RISE bundled various tools and services to ease migration and refine business processes that would clarify the business case. SAP Cloud services are mandatory within the RISE offer and billed on a recurring ‘per user per month’ subscription model rather than the traditional Cap-ex perpetual software license purchase with annual maintenance charges.

‘RISE with SAP’ one year on

RISE has proved popular with many new mid-market companies keen to adopt SAP’s new ERP solutions. The Public Cloud variant of S/4HANA in the RISE portfolio is a web service with leading automation & machine Learning technology and is very competitively priced.

However, for SAP Business Suite users whose current landscape is on-prem and managed by an SI or MSP Partner, several challenges still exit. The RISE promoted “one handshake one contract” that combines hosting, maintenance and licenses, doesn’t really provide simplicity for the user.

RISE services still require an additional partner contract for the implementation and ongoing Application Management Services. RISE has no connection with their wider application landscape of SAP legacy and non-SAP apps that may also need future cloud hosting. RISE being a separate part of all this could add complexity.

Separation of old and new SAP services could also create conflict for partners that currently host and manage all the client’s software & systems with the adoption of SAP direct RISE managed services taking business away.

The role of SAP PMC

[PMC] Partner Managed Cloud programme was launched five years ago when software services were in high growth and SAP needed a way for partners to offer SAP Software as a Service [SaaS]. SAP partners with MSP or SI interests (usually those with SAP Centre of Excellence accreditations) adopted PMC agreements to lease software licences for the duration of SaaS contracts.

At the time, SAP did not offer any pay monthly subscription services, so was the perfect way for PMC partners to obtain software for 3rd party cloud environments that could be billed on a recurring monthly (Op Ex) basis.

Any clients who already owned on-prem software licenses could use them instead of leasing new ones. PMC offered customised SaaS with flexibility to protect previous license investment with the choices of BYO licenses or hire through PMC.
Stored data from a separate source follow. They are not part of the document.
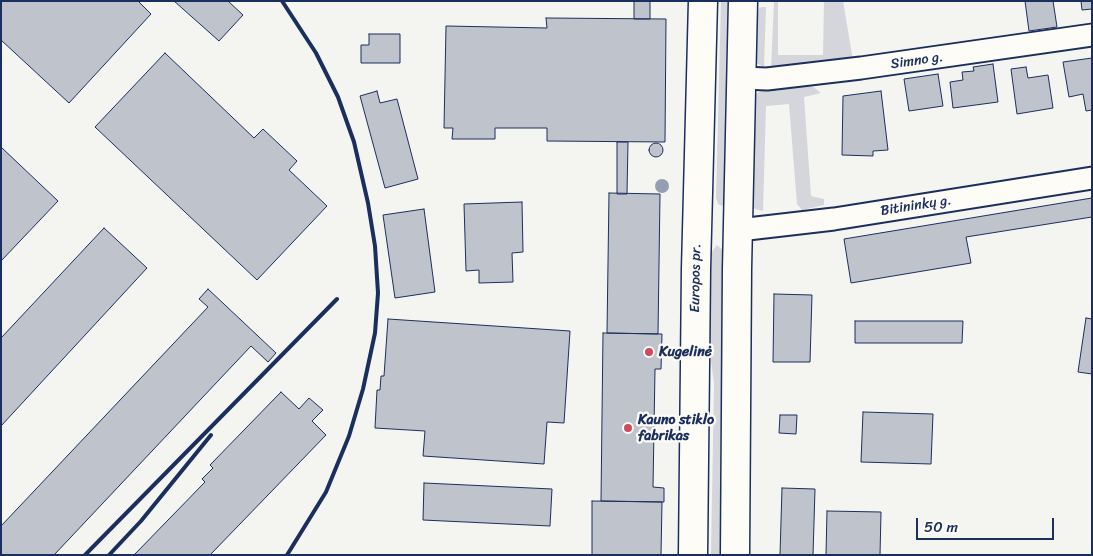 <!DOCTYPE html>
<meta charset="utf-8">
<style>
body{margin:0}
#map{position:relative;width:1093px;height:556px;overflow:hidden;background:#f4f4f1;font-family:Sriracha,sans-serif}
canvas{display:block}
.frame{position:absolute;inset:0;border:2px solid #1b2f5e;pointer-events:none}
.scale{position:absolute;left:916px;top:518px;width:138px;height:22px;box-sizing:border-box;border:2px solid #1b2f5e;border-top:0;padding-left:6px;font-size:15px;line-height:18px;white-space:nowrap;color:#1b2f5e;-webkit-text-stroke:4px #fdfcf7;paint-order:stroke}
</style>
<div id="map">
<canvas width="1093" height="556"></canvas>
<div class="frame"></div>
<div class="scale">50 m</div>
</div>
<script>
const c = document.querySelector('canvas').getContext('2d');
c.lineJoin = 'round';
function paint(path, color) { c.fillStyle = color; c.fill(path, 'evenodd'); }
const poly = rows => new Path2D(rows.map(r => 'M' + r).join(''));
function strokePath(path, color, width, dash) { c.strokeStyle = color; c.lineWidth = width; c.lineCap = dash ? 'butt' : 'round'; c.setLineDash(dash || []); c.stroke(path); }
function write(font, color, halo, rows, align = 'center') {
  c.font = font + ' Sriracha,sans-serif'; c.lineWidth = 4.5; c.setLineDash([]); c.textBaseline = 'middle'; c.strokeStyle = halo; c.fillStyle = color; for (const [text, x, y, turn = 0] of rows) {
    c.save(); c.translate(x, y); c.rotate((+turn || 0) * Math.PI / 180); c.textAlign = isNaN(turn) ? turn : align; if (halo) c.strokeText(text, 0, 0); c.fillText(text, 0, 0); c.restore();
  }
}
paint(poly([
 [721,1,732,1,725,203,722,206,718,204,716,198],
 [774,1,778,1,778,55,823,55,824,1,843,1,853,61,771,70],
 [762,7,766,7,764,67,756,63,751,52,750,46,759,8],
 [808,83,821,93,804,97,811,196,824,199,824,205,802,210,797,204,789,104,766,106,763,211,752,208,750,201,752,101,756,94,767,88],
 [717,245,726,253,723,555,711,555,714,384,709,345,710,254]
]), '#d4d6db');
const building = poly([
 [1,1,138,1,151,14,69,103,1,40,1,1],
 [174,1,228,1,243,15,219,41,174,1],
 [634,1,650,1,650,19,634,19,634,1],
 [1025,1,1053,1,1057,27,1029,31,1025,1],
 [1081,1,1092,1,1092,9,1082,10,1081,1],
 [546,18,666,19,665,142,547,141,547,128,495,128,495,139,452,139,453,128,444,128,446,26,547,28,546,18],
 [369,34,400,34,400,63,361,63,361,45,369,45,369,34],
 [165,53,254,138,263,129,297,161,289,170,327,206,257,280,95,127,165,53],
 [1092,58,1092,110,1086,111,1083,94,1069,97,1063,62,1092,58],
 [993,64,998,102,953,108,950,82,963,80,962,72,974,71,973,67,993,64],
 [1026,67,1028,78,1048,75,1053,108,1017,114,1011,69,1026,67],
 [938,74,943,106,909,111,904,79,938,74],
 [377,91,380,103,397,99,418,179,385,188,360,96,377,91],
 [881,91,888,150,873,151,873,156,842,155,843,96,881,91],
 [617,142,628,142,627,194,617,194,617,142],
 '649 150a7 7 0 1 1 14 0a7 7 0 1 1-14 0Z',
 [1,147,58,201,1,261,1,147],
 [609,193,660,194,658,334,607,333,609,193],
 [1092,198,1092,217,966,237,971,263,851,283,844,239,1092,198],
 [522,202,523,252,512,253,513,282,479,283,479,270,466,271,464,204,522,202],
 [424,209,435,292,395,298,383,215,424,209],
 [104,228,147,268,1,426,1,338,104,228],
 [208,289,276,353,268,362,251,346,54,555,1,555,1,526,208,307,199,299,208,289],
 [774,294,812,295,810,362,773,362,774,294],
 [1086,318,1092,319,1092,374,1078,372,1086,318],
 [388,319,570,331,564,423,547,422,544,464,423,456,425,431,375,428,377,390,380,390,381,376,384,376,388,319],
 [855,321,963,321,962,343,855,343,855,321],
 [603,333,662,334,661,369,655,369,653,487,664,488,664,502,601,501,603,333],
 [281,392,299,409,309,398,323,410,312,421,326,435,210,555,134,555,205,482,202,479,213,468,210,465,281,392],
 [863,412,933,414,931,464,861,462,863,412],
 [780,415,797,415,796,434,779,433,780,415],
 [424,483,552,489,550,526,423,520,424,483],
 [782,488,815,489,813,555,780,555,782,488],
 [592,501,662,502,661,555,592,555,592,501],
 [827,511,881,512,880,555,826,555,827,511]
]);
paint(building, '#bfc3cc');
strokePath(building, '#1b2f5e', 1);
const minor = poly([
 [742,78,767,79,861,68,1092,35],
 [739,230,834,219,1092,178]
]);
const major = poly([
 [693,555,696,269,703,1],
 [735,555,737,269,743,1]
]);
strokePath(minor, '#1b2f5e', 25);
strokePath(major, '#1b2f5e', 31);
strokePath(minor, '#fdfcf7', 21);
strokePath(major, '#fdfcf7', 28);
strokePath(poly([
 [282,1,316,53,338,97,354,142,368,203,375,246,378,293,375,333,363,389,349,436,326,492,287,555],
 [85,555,337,299],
 [109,555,141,521,211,435]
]), '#1b2f5e', 4);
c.fillStyle = '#969fb1';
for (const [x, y] of [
 [662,186]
]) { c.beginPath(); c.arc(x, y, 7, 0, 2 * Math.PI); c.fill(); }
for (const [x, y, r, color] of [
 [649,352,5,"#d1495b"],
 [628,428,5,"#d1495b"]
]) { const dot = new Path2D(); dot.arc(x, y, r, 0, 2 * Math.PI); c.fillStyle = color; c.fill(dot); strokePath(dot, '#fdfcf7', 2); }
write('14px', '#1b2f5e', '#fdfcf7', [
 ["Simno g.",917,61,-8],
 ["Bitininkų g.",916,206,-9],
 ["Europos pr.",696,278,-89]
]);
write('bold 14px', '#1b2f5e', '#fdfcf7', [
 ["Kugelinė",659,352],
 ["Kauno stiklo",638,420],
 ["fabrikas",638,436]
], 'left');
</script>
Users with a multi-cloud strategy could spread their landscape risks using different services that best met their business needs. For example, business critical applications on High Availability services. Low latency apps delivered by local private cloud and the rest on lower cost plans.

‘RISE with PMC’

Today SAP have many cloud services including multiple SAP S/4HANA Cloud variants, Success Factors, Ariba, Concur, SAP Analytics Cloud [SAC] etc. With SAP desire to accelerate their customers’ transformation to the cloud using their own services.
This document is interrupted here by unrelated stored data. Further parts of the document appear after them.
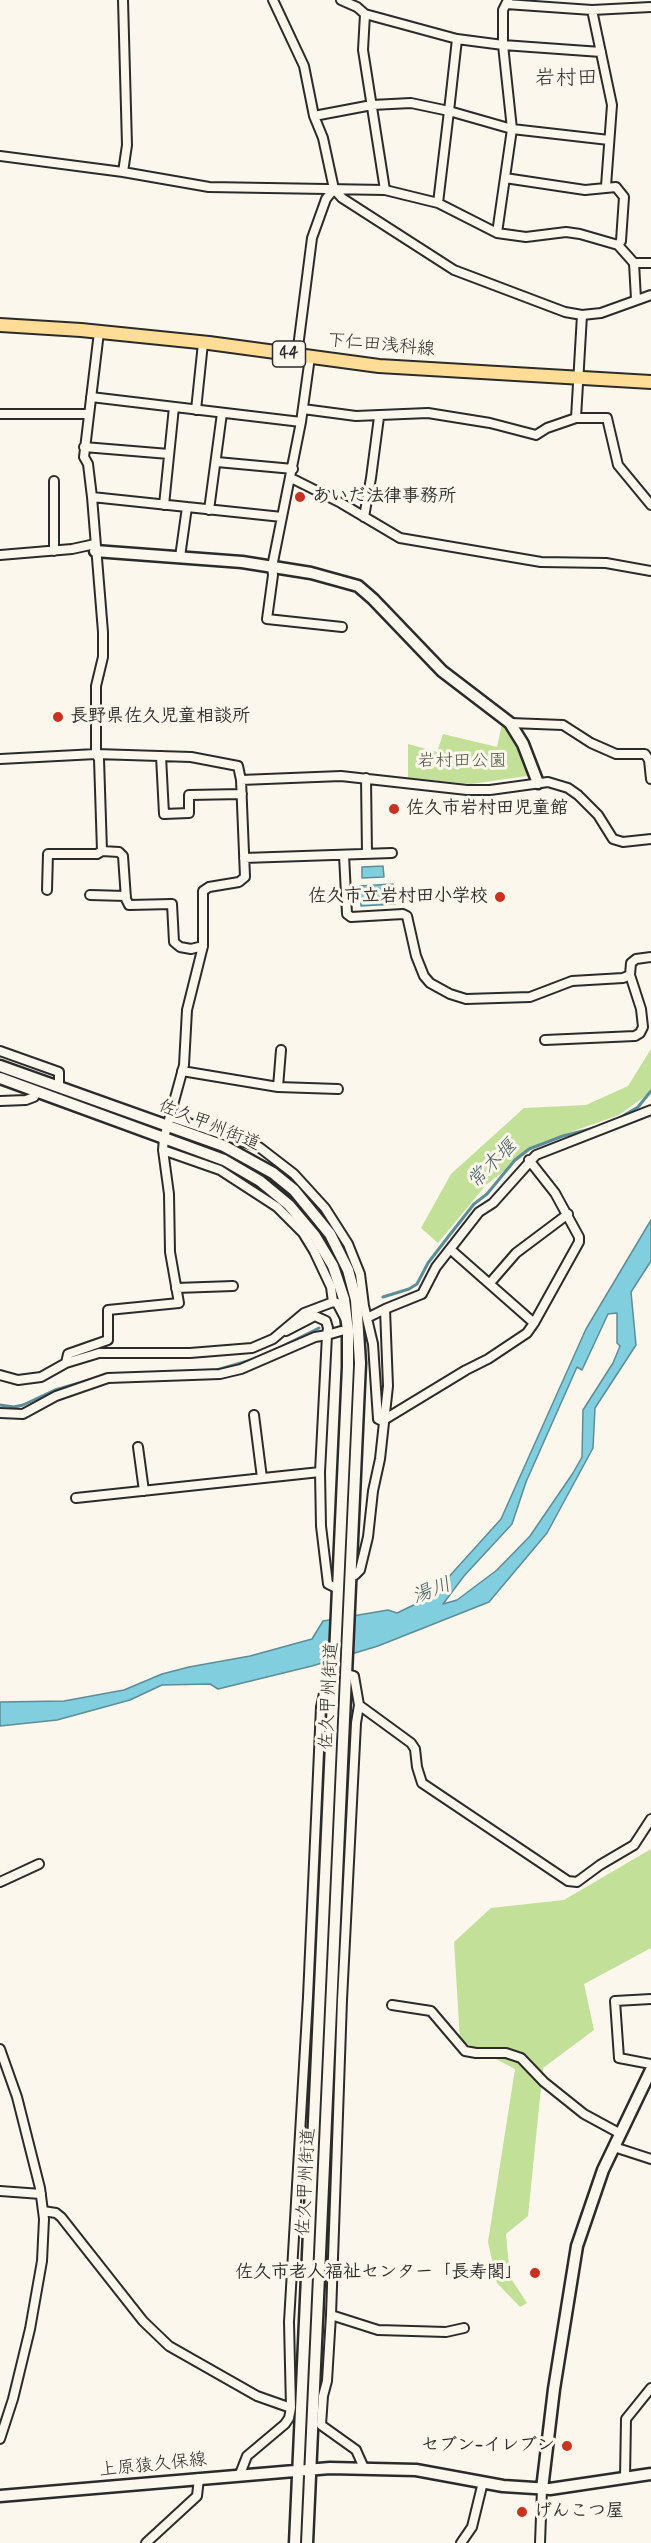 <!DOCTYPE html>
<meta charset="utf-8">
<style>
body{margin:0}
canvas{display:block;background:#fbf7ec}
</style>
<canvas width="651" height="2543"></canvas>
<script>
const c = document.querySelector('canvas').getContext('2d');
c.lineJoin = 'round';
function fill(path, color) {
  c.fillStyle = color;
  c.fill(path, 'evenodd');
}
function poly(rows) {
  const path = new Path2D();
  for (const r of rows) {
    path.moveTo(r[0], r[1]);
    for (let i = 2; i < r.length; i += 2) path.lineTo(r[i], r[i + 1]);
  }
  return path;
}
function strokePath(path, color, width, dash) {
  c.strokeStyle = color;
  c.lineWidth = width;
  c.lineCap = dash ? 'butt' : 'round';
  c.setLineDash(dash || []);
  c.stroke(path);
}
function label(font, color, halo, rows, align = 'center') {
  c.font = font + ' Mynerve,"Klee One",sans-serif';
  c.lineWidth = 6;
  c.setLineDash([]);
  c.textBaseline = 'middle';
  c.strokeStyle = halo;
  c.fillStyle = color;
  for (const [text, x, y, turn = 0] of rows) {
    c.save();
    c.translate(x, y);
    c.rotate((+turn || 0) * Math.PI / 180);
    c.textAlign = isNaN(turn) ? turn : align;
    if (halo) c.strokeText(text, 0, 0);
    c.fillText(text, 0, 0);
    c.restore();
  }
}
const green = poly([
 [503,720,515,737,530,774,527,776,471,784,408,778,408,744,437,752,443,734,497,747],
 [651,1049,651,1092,619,1115,540,1143,486,1185,438,1243,421,1228,451,1174,524,1108,586,1105,628,1086],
 [651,1849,651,1948,584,1984,594,2030,543,2068,528,2216,506,2234,510,2277,527,2303,520,2307,497,2283,488,2242,515,2069,460,2040,454,1942,491,1908,564,1900]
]);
const water = poly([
 [383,866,384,877,362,878,362,867,383,866],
 [393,884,395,904,361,906,360,886,393,884],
 [651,1220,651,1261,631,1292,636,1345,595,1408,593,1448,547,1533,489,1602,378,1646,312,1666,218,1689,210,1684,162,1685,130,1700,57,1720,0,1726,0,1702,64,1701,124,1690,162,1674,189,1667,250,1656,312,1639,323,1621,388,1610,397,1613,424,1600,446,1580,501,1519,586,1329,651,1220],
 [617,1313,617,1343,620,1346,613,1363,583,1410,582,1457,573,1473,530,1536,497,1570,457,1600,443,1604,464,1576,512,1524,526,1482,577,1367,582,1370,608,1314,617,1313]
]);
const stream = poly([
 [616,1120,638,1107,651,1091],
 [383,1297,409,1289,417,1284,428,1263,448,1237,474,1204,487,1194,515,1160,529,1149,563,1136,602,1126],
 [275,1350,319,1328],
 [213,1371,258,1358],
 [0,1405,14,1407,23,1405,55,1390,110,1374]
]);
const street = poly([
 [273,0,304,66,314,116,323,138,334,189,342,198,454,270,565,312,582,315,601,313,651,295],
 [341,0,357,7,365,14,363,50,385,190,438,203,497,233,526,237,566,232,580,234,618,245,634,263,651,263],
 [506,4,592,10,651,7],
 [592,10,612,105,606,186],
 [365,14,457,39,503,45,601,52],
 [314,116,372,105,411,103,449,111,457,39],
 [0,156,123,172,209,187,385,190],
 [123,172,127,145,123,0],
 [505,178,585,190,616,187,624,197,621,241,618,245],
 [438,203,449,111,512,129,503,45,503,10,508,0],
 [497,233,512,129,609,140],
 [634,263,636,299],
 [582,315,576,418,607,418,618,465,651,505],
 [99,332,84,457,88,464,92,497,103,632,103,657,96,686,96,754,99,759,102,851,119,852,123,856,126,899,129,905,172,904,174,942,180,947,191,949,203,946],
 [297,355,312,238,326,199,334,189],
 [310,357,301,422,272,567,273,575,267,619,342,627],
 [91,397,301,422],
 [303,409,356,416,428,413,490,423,536,435,547,428,576,418],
 [196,410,203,343],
 [0,414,89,414],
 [84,447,169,454],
 [217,462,293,469],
 [291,478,341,503,400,538,541,562,606,563,651,571],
 [54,481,54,551],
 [92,497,282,517],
 [164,505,174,407],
 [209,510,222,413],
 [364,517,371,478,379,417],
 [0,555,72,549,95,544],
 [180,557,187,507],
 [510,723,563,725,591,743,616,754,645,754,649,760,651,779],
 [161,756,164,814,189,813,189,795,242,794],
 [0,759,96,754,191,757,238,766,241,780,341,776,467,790,490,790,548,782,568,788,578,795,598,815,613,839,623,842,651,839],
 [366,778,367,854],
 [344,855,347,914,351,917,403,914,407,916,416,956,424,976,430,983,450,994,466,999,530,997,572,981,623,978,630,975,631,963,636,959,651,957],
 [244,858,392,853],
 [47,890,48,854,97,854,102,851],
 [90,895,126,896],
 [545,1040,635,1036,640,1033,643,1027,641,1009,630,975],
 [0,1051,59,1072,59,1086],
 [182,1071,278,1087,338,1089],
 [278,1087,281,1050],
 [0,1101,26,1100,34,1097,37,1091],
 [171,1117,259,1147,294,1174,325,1208,348,1244,360,1274,364,1306,373,1344,378,1419,382,1421,466,1370,488,1359,527,1333,534,1323,579,1242,579,1237,555,1193,529,1160],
 [163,1150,220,1170,277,1207,303,1233,314,1251,331,1287,333,1302],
 [450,1249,534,1323],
 [490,1283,516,1253,568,1214],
 [176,1288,233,1286],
 [371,1316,385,1309],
 [66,1363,99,1353,190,1353,252,1348,273,1339,304,1313,333,1302,337,1303,346,1320],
 [0,1375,18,1380,41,1377,66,1363,68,1354,108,1340,108,1310,179,1303,170,1252,169,1194,163,1150,164,1138,184,1065,187,1010,203,946,203,891,209,887,239,882,245,877,241,780],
 [0,1413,23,1414,56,1396,108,1378,220,1374,241,1369,315,1337,327,1335,328,1328,326,1321,315,1316,286,1331],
 [254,1415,262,1478],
 [138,1447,144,1491],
 [320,1472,327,1335,341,1331],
 [76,1498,320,1472,321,1526,328,1584,338,1589],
 [351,1575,355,1575,360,1570,368,1537,373,1491,380,1459,388,1386,385,1309,422,1294,436,1267,479,1212,493,1203,536,1155,651,1110],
 [347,1674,354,1676,359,1705,411,1743,415,1749,417,1767,422,1783,568,1881,577,1882,600,1865,634,1845,651,1819],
 [359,1705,356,1723,342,2000,331,2315,327,2381,323,2396,321,2425,356,2450,364,2468],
 [0,1882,39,1864],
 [651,1999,615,2001,619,2058,651,2064],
 [392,2005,431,2011,465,2051,476,2053,506,2053,521,2058,544,2082,584,2114,619,2133],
 [0,2049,17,2097,40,2188,44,2219,42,2261,30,2329,13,2399,0,2439],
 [614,2147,651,2159],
 [0,2191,41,2194],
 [43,2211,56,2213,61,2217,143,2321,169,2346,257,2396,291,2408],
 [331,2315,378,2330,446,2332,464,2328],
 [240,2474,247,2456,285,2424,289,2418,291,2408,289,2322,308,1997,321,1707,326,1684,333,1677],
 [625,2478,626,2419,651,2388],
 [146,2543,197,2496,199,2478],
 [461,2543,472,2527,483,2482],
 [540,2543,542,2489]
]);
const secondary = poly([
 [95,551,242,562,311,573,358,586,373,599,442,671,510,723,523,744,538,783],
 [0,1066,224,1146,273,1173,294,1190,330,1234,348,1270,356,1300,360,1363,307,2543],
 [0,1078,224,1160,260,1181,289,1205,315,1236,333,1266,344,1299,348,1331,348,1367,295,2543],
 [542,2489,554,2389,577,2246,603,2170,651,2070],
 [0,2496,330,2468,416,2470,503,2486,550,2489,651,2474]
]);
const primary = poly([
 [0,325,81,330,209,343,379,366,651,382]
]);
const markers = [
 [300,497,6,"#c8321e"],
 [58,717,6,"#c8321e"],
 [394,809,6,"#c8321e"],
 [500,897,6,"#c8321e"],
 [535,2273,6,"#c8321e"],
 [567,2446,6,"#c8321e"],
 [522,2512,6,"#c8321e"]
];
const shields = [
 [289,354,33]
];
const shieldNames = [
 ["44",289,354]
];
const streetNames = [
 ["下仁田浅科線",381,346,5],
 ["佐久甲州街道",209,1126,22],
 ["佐久甲州街道",330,1696,-87],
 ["佐久甲州街道",307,2182,-87],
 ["上原猿久保線",153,2466,-6]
];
const poiNames = [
 ["あいだ法律事務所",312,497],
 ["長野県佐久児童相談所",70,717],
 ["佐久市岩村田児童館",406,809],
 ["佐久市立岩村田小学校",488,897,"right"],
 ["佐久市老人福祉センター「長寿閣」",523,2273,"right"],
 ["セブン-イレブン",555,2446,"right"],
 ["げんこつ屋",534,2512]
];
const parkNames = [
 ["岩村田公園",462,762]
];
const waterNames = [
 ["常木堰",493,1165,-45],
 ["湯川",432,1592,-21]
];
const quarterNames = [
 ["岩村田",566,80]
];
fill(green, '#c2e097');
fill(water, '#80cede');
strokePath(water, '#5e8d96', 1.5);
strokePath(stream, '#5e8d96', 3);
strokePath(street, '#2b2b2b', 12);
strokePath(secondary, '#2b2b2b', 15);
strokePath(primary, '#2b2b2b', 16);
strokePath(street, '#fbf7ec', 8);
strokePath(secondary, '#fbf7ec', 10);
strokePath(primary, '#ffdd96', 12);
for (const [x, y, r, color] of markers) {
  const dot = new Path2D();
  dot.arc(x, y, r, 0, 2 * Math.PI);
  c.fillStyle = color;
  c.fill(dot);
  strokePath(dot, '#fbf7ec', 2);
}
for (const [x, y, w] of shields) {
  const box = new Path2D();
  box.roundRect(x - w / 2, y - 13, w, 26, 4.5);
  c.fillStyle = '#fbf7ec';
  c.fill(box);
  strokePath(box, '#2b2b2b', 1.5);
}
label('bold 16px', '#2b2b2b', null, shieldNames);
label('18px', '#2b2b2b', '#fbf7ec', streetNames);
label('bold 18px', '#2b2b2b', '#fbf7ec', poiNames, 'left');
label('18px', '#515846', '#fbf7ec', parkNames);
label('italic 20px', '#445c61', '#fbf7ec', waterNames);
label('21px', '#2b2b2b', '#fbf7ec', quarterNames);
</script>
SAP have expanded the role of their PMC [custom partner SaaS] with a new remit that allows them to also offer solutions with RISE [custom SAP SaaS] under a single partner contract with Cloud subscription services being a component of all SaaS consumption models it will minimise potential competition tensions as well encourage partner promotion of RISE services

Most PMC providers are the System Integrators/MSPs managing entire client landscapes today. Offering a future landscape that comprises of a mix of SAP RISE, Partner SaaS, legacy SAP and non-SAP apps are in a position to offer a ‘one handshake one contract’

Customised managed services around RISE will include both service wraps and bespoke commercial terms. Providers of the relatively unknown PMC programme could now be more relevant than ever before for the future.